→ Task directions: Locate the string "image" in the records below. Copy every line where it occurs.

→ Data excerpts:
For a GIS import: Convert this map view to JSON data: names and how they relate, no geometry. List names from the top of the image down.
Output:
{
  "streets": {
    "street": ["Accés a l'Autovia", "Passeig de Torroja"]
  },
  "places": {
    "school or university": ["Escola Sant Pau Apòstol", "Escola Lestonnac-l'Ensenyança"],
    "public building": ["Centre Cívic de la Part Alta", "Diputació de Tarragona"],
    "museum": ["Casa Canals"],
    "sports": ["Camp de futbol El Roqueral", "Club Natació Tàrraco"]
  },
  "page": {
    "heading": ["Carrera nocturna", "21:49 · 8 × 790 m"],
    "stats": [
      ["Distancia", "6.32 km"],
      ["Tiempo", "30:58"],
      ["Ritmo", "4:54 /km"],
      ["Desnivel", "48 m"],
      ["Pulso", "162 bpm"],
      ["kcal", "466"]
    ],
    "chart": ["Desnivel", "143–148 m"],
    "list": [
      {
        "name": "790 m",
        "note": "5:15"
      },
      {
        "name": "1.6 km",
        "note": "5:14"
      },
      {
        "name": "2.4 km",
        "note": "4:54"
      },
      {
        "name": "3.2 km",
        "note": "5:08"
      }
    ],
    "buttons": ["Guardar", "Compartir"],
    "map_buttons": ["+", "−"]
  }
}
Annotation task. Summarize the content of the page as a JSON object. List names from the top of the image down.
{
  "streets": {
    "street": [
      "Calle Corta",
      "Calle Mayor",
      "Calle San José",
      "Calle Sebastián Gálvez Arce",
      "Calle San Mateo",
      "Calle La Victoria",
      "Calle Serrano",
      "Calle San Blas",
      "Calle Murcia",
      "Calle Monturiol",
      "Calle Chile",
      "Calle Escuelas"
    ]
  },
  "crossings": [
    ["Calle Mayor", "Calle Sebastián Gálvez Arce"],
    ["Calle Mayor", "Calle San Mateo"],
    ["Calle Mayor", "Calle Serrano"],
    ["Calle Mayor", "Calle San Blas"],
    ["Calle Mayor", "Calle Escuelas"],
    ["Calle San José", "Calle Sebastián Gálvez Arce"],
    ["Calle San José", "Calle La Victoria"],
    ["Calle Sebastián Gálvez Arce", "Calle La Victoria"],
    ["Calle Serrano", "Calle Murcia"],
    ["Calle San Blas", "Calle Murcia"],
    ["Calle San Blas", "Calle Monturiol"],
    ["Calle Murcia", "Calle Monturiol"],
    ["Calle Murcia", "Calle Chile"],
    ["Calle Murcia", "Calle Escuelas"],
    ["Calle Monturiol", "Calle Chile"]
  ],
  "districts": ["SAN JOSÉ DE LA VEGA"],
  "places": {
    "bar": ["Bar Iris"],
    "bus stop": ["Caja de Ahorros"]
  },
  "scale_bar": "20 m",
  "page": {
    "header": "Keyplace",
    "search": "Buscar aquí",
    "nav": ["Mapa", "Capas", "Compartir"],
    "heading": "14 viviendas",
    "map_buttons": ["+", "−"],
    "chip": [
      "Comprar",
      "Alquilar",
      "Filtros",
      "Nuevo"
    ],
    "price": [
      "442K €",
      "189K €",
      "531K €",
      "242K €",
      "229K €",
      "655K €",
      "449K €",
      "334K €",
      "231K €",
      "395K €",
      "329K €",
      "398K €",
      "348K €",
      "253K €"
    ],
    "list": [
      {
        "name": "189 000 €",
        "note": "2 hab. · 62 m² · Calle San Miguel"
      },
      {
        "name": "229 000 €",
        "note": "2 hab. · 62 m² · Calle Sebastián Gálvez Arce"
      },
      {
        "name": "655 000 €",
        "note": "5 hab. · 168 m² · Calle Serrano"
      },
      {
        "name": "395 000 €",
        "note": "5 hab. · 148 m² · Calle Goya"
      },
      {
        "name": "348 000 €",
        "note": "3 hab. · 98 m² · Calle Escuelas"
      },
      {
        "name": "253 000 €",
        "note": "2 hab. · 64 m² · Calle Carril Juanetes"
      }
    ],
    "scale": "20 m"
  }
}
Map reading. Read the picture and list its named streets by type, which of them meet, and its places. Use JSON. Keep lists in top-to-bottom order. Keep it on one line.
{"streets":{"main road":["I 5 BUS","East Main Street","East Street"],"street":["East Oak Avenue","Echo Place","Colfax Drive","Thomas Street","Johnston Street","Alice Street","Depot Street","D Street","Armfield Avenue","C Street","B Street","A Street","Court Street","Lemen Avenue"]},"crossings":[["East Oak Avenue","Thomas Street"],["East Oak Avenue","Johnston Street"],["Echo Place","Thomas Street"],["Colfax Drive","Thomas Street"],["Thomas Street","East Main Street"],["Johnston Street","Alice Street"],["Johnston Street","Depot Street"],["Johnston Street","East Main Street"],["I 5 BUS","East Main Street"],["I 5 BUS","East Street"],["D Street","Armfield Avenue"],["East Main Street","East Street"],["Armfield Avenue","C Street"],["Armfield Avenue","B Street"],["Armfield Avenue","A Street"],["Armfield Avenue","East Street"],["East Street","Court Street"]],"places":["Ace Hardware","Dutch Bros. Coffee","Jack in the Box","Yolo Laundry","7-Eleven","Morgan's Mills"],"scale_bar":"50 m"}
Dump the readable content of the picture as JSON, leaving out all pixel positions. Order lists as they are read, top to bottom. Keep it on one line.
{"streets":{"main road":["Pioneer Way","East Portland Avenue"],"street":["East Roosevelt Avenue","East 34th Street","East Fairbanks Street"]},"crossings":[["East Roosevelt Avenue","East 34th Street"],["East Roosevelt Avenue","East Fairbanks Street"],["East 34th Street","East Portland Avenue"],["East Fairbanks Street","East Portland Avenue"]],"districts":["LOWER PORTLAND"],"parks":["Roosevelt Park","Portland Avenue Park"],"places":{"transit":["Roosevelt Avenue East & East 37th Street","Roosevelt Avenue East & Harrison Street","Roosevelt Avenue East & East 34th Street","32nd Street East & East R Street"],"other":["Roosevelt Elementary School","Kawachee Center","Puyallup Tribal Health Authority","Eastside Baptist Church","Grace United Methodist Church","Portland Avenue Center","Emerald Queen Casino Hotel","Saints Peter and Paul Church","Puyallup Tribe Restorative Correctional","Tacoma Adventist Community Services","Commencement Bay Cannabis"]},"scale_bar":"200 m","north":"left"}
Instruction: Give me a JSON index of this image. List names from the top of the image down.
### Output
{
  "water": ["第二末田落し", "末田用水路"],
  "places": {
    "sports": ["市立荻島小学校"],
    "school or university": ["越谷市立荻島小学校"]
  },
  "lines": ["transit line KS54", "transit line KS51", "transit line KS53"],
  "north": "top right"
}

→ Solution to the exercise:
For a GIS import: Convert this map view to JSON data: names and how they relate, no geometry. List names from the top of the image down.
Annotation task. Summarize the content of the page as a JSON object. List names from the top of the image down.
Instruction: Give me a JSON index of this image. List names from the top of the image down.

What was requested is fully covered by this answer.